American military analyst Rafi Cohen also called the destruction of the A-50 an important symbolic victory for the Ukrainians, significant beyond its purely military effect, comparing it to the sinking of the cruiser Moskva. At the same time, he noted that the destruction of one A-50 would not be able to change the course of the war as a whole. However, British expert Bryden Spoerling said "Not only has Russia lost a valuable and rare asset, but it will also put additional strain on the remaining aircraft if Russia wants to maintain the same rate of operation. And that will likely force Russia to keep these aircraft away, which will impact their effectiveness."

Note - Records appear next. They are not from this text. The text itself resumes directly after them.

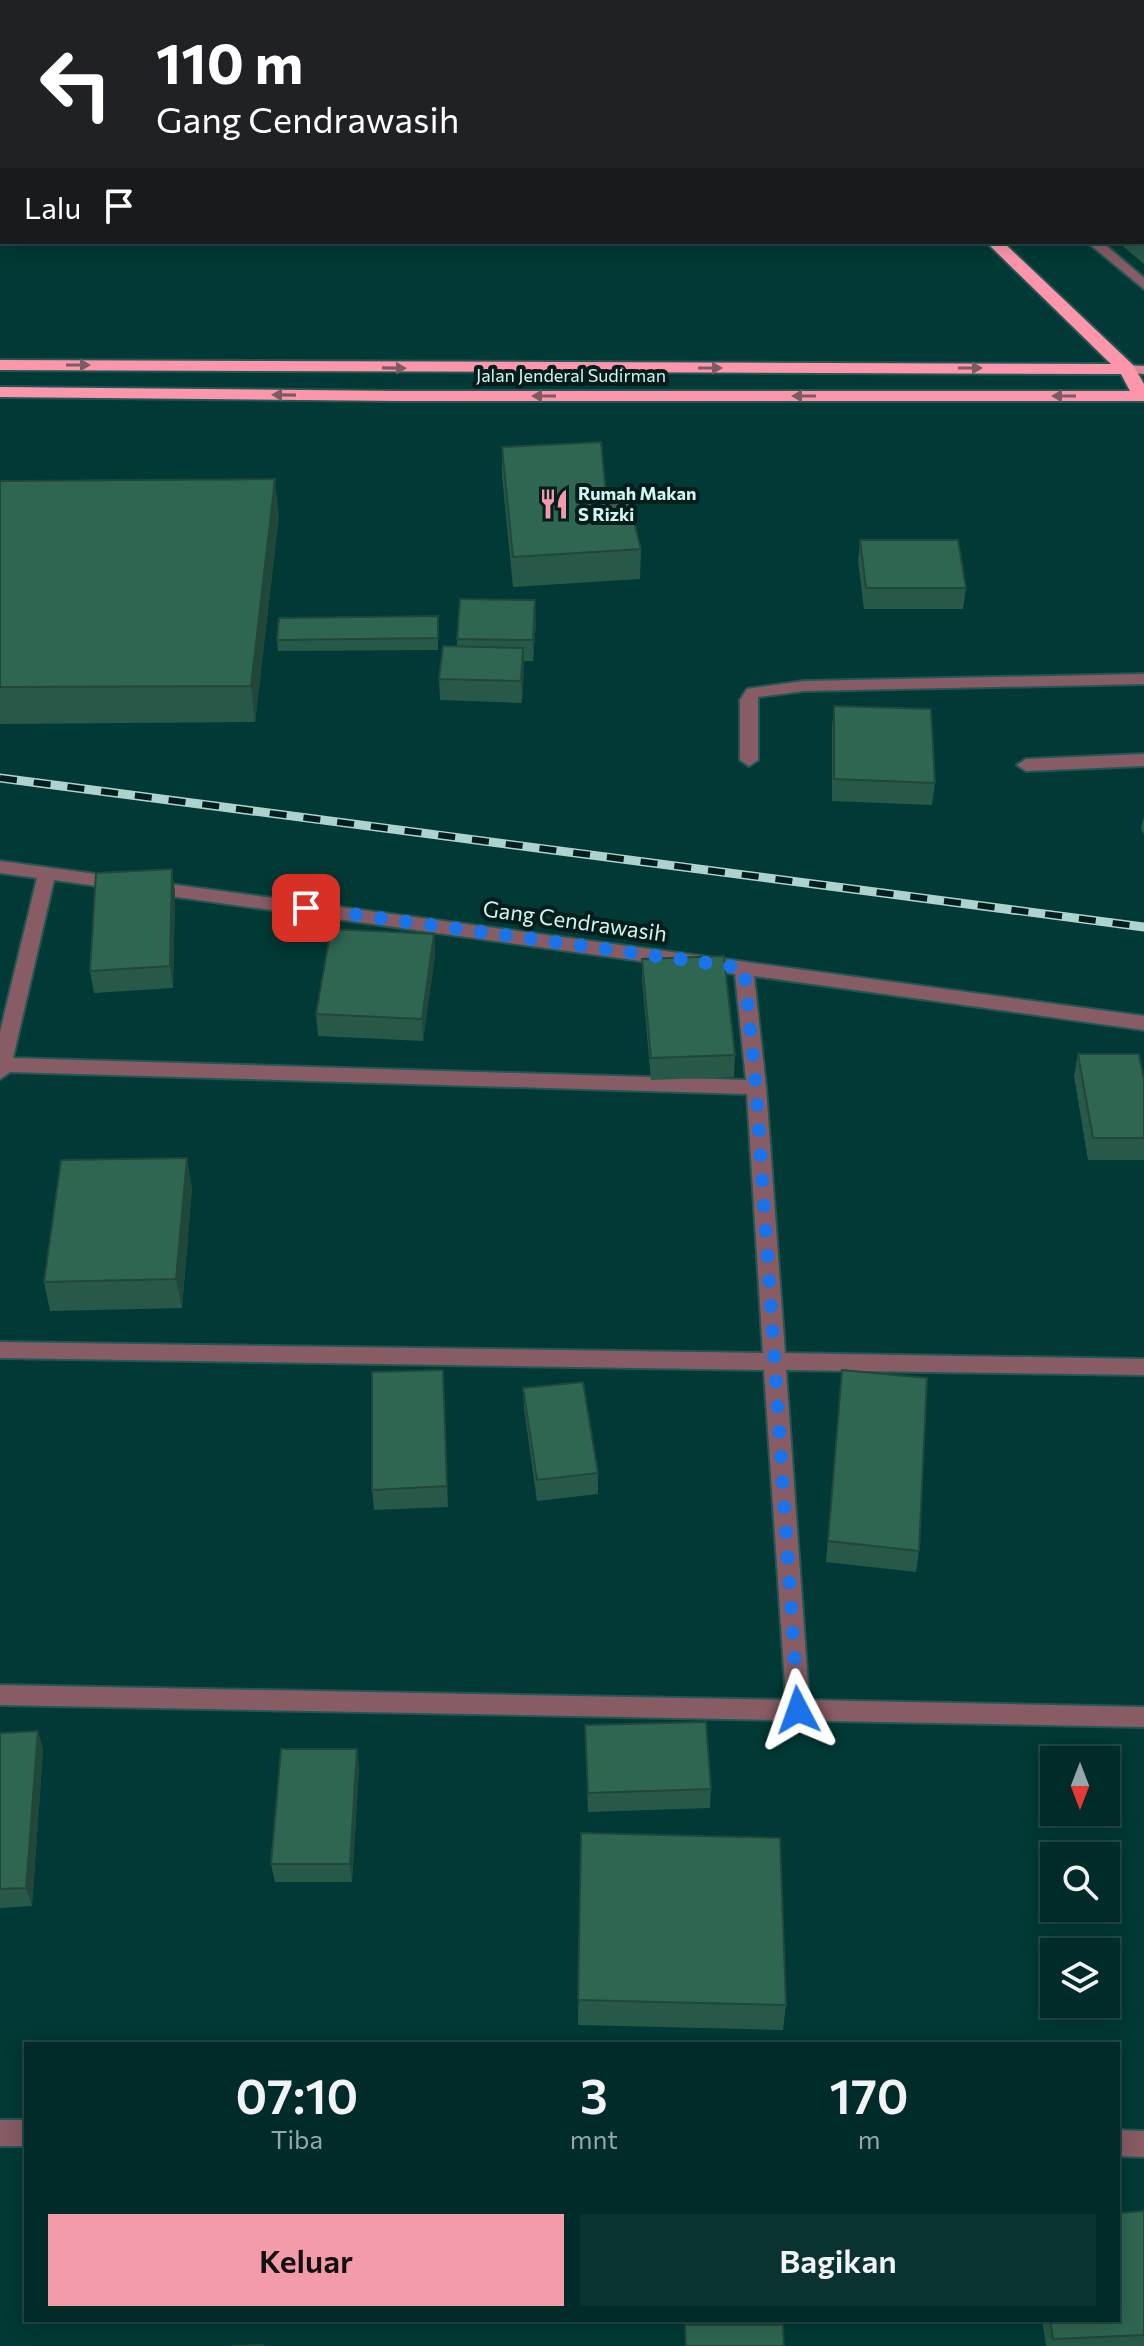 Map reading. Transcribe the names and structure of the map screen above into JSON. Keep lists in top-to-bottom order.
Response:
{
  "streets": {
    "highway": ["Jalan Jenderal Sudirman"],
    "street": ["Gang Cendrawasih"]
  },
  "places": {
    "restaurant": ["Rumah Makan S Rizki"]
  },
  "north": "bottom",
  "page": {
    "turn": ["110 m", "Gang Cendrawasih"],
    "then": "Lalu",
    "eta": [
      "07:10",
      "Tiba",
      "3",
      "mnt",
      "170",
      "m"
    ],
    "buttons": ["Keluar", "Bagikan"]
  }
}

Rafi Cohen also noted that the destruction of the A-50 shows the ability of the Ukrainians to effectively use Western military aid.

Austrian military expert Markus Reisner called the destruction of the A-50 an "impressive success" that has a significant informational effect against the backdrop of crises in other regions of the world, comparing this success of the Ukrainians with the Ukrainian Armed Forces’ strike on a submarine in Crimea.